*** RECORDS TO PROCESS ***

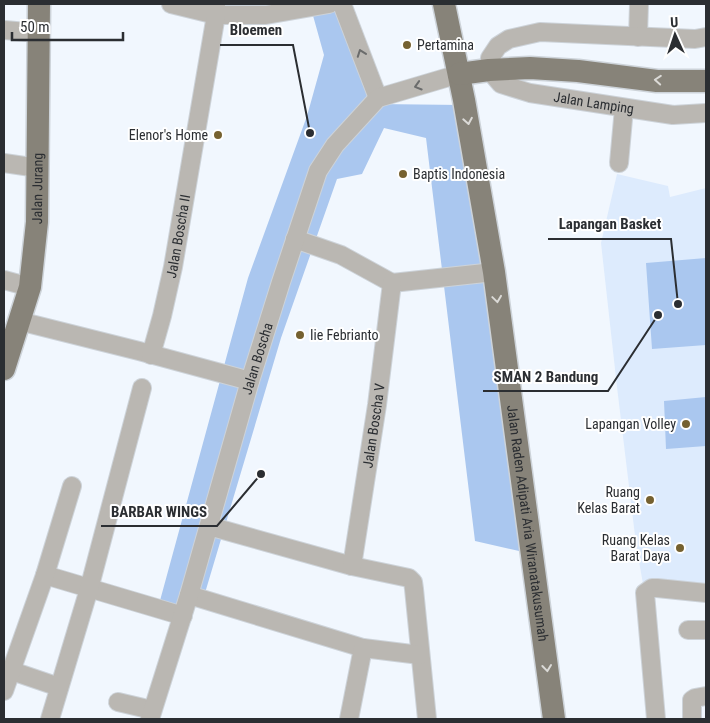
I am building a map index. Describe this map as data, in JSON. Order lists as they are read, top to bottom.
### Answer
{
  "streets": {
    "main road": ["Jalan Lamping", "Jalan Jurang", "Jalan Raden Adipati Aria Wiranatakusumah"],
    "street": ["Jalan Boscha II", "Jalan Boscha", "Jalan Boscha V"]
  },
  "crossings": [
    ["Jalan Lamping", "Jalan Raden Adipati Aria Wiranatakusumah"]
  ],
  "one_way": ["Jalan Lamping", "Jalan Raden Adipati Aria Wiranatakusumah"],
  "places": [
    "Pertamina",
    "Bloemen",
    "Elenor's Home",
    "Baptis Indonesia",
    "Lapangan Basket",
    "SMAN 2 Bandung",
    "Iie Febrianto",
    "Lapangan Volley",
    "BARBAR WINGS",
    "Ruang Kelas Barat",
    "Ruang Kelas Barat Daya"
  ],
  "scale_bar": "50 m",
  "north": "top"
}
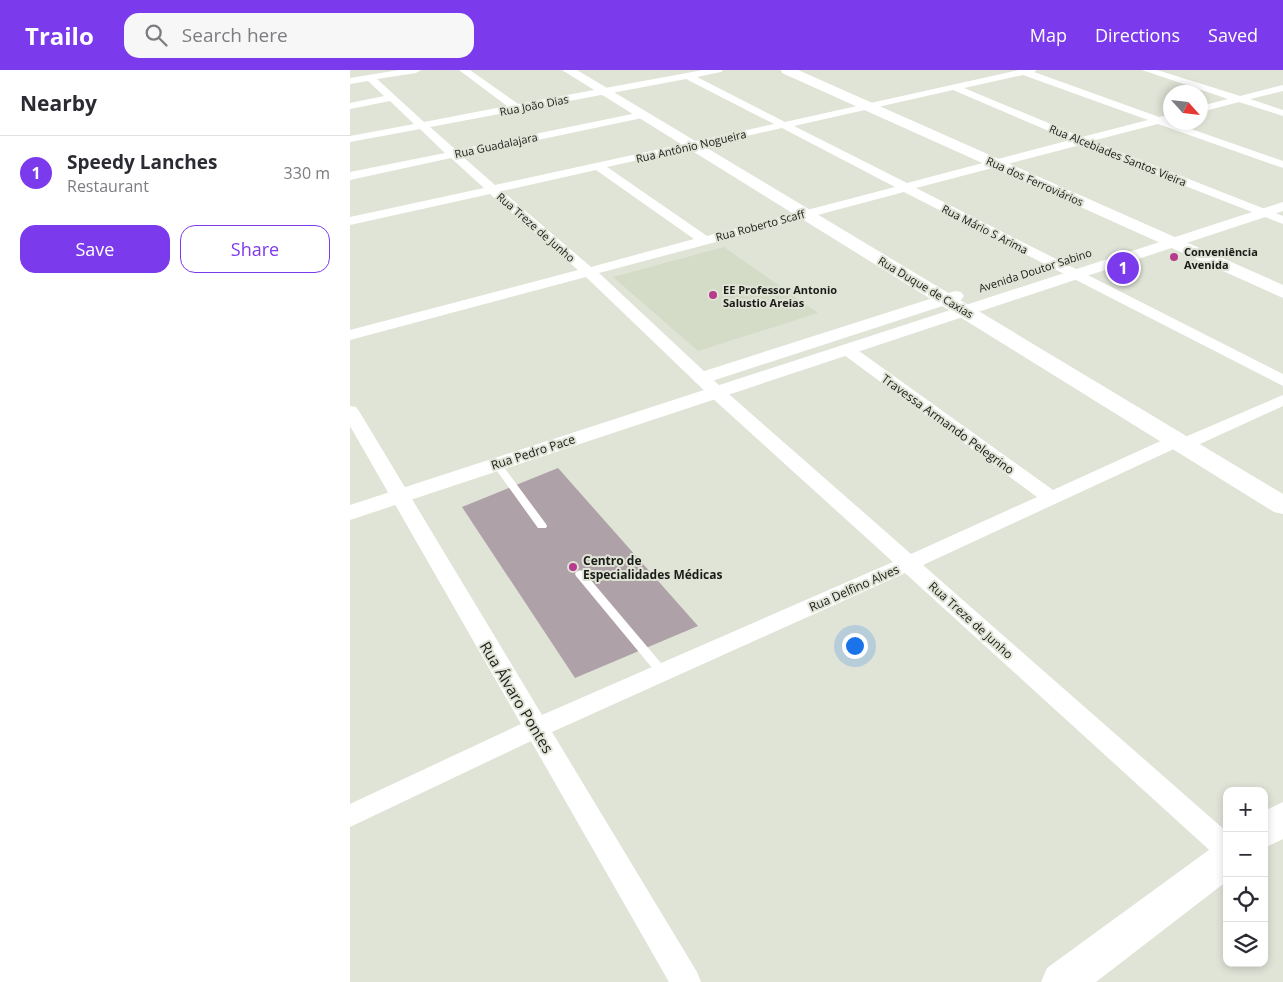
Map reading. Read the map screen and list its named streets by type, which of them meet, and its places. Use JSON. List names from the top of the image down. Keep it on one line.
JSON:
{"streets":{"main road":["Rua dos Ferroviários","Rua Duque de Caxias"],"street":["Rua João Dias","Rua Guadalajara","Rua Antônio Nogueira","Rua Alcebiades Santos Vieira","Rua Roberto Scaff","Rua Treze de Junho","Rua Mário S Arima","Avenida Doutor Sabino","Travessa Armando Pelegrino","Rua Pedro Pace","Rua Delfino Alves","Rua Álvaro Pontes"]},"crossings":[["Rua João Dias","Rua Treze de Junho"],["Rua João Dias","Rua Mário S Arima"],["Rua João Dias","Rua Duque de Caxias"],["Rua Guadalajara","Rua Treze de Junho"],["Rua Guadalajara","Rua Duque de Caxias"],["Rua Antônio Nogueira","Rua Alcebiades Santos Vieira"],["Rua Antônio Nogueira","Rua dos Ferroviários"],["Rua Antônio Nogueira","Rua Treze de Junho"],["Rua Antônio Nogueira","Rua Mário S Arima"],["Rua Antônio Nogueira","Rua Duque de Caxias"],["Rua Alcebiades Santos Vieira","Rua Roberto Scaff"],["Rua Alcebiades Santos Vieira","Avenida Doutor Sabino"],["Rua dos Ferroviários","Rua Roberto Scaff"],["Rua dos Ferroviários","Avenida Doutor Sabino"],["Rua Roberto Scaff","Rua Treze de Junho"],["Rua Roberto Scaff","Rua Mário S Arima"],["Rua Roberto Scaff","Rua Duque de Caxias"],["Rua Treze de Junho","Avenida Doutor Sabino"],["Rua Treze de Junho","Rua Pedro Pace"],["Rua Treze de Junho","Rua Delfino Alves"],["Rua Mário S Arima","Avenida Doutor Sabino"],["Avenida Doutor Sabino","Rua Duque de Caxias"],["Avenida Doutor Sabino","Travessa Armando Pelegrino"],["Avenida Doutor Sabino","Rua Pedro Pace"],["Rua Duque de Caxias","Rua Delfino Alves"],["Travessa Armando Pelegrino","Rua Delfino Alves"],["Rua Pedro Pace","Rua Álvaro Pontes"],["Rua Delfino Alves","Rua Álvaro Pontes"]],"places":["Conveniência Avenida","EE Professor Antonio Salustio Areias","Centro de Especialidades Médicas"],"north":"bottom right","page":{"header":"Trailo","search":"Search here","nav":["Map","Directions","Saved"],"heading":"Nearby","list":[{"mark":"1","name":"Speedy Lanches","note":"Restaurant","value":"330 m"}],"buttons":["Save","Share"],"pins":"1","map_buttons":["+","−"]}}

*** End of RECORDS TO PROCESS ***

## EXERCISE OBJECTIVE
Transcribe the material exactly, and leave out whatever pictures it holds.

## OUTPUT OF THE EXERCISE
I am building a map index. Describe this map as data, in JSON. Order lists as they are read, top to bottom.
### Answer
{
  "streets": {
    "main road": ["Jalan Lamping", "Jalan Jurang", "Jalan Raden Adipati Aria Wiranatakusumah"],
    "street": ["Jalan Boscha II", "Jalan Boscha", "Jalan Boscha V"]
  },
  "crossings": [
    ["Jalan Lamping", "Jalan Raden Adipati Aria Wiranatakusumah"]
  ],
  "one_way": ["Jalan Lamping", "Jalan Raden Adipati Aria Wiranatakusumah"],
  "places": [
    "Pertamina",
    "Bloemen",
    "Elenor's Home",
    "Baptis Indonesia",
    "Lapangan Basket",
    "SMAN 2 Bandung",
    "Iie Febrianto",
    "Lapangan Volley",
    "BARBAR WINGS",
    "Ruang Kelas Barat",
    "Ruang Kelas Barat Daya"
  ],
  "scale_bar": "50 m",
  "north": "top"
}
Map reading. Read the map screen and list its named streets by type, which of them meet, and its places. Use JSON. List names from the top of the image down. Keep it on one line.
JSON:
{"streets":{"main road":["Rua dos Ferroviários","Rua Duque de Caxias"],"street":["Rua João Dias","Rua Guadalajara","Rua Antônio Nogueira","Rua Alcebiades Santos Vieira","Rua Roberto Scaff","Rua Treze de Junho","Rua Mário S Arima","Avenida Doutor Sabino","Travessa Armando Pelegrino","Rua Pedro Pace","Rua Delfino Alves","Rua Álvaro Pontes"]},"crossings":[["Rua João Dias","Rua Treze de Junho"],["Rua João Dias","Rua Mário S Arima"],["Rua João Dias","Rua Duque de Caxias"],["Rua Guadalajara","Rua Treze de Junho"],["Rua Guadalajara","Rua Duque de Caxias"],["Rua Antônio Nogueira","Rua Alcebiades Santos Vieira"],["Rua Antônio Nogueira","Rua dos Ferroviários"],["Rua Antônio Nogueira","Rua Treze de Junho"],["Rua Antônio Nogueira","Rua Mário S Arima"],["Rua Antônio Nogueira","Rua Duque de Caxias"],["Rua Alcebiades Santos Vieira","Rua Roberto Scaff"],["Rua Alcebiades Santos Vieira","Avenida Doutor Sabino"],["Rua dos Ferroviários","Rua Roberto Scaff"],["Rua dos Ferroviários","Avenida Doutor Sabino"],["Rua Roberto Scaff","Rua Treze de Junho"],["Rua Roberto Scaff","Rua Mário S Arima"],["Rua Roberto Scaff","Rua Duque de Caxias"],["Rua Treze de Junho","Avenida Doutor Sabino"],["Rua Treze de Junho","Rua Pedro Pace"],["Rua Treze de Junho","Rua Delfino Alves"],["Rua Mário S Arima","Avenida Doutor Sabino"],["Avenida Doutor Sabino","Rua Duque de Caxias"],["Avenida Doutor Sabino","Travessa Armando Pelegrino"],["Avenida Doutor Sabino","Rua Pedro Pace"],["Rua Duque de Caxias","Rua Delfino Alves"],["Travessa Armando Pelegrino","Rua Delfino Alves"],["Rua Pedro Pace","Rua Álvaro Pontes"],["Rua Delfino Alves","Rua Álvaro Pontes"]],"places":["Conveniência Avenida","EE Professor Antonio Salustio Areias","Centro de Especialidades Médicas"],"north":"bottom right","page":{"header":"Trailo","search":"Search here","nav":["Map","Directions","Saved"],"heading":"Nearby","list":[{"mark":"1","name":"Speedy Lanches","note":"Restaurant","value":"330 m"}],"buttons":["Save","Share"],"pins":"1","map_buttons":["+","−"]}}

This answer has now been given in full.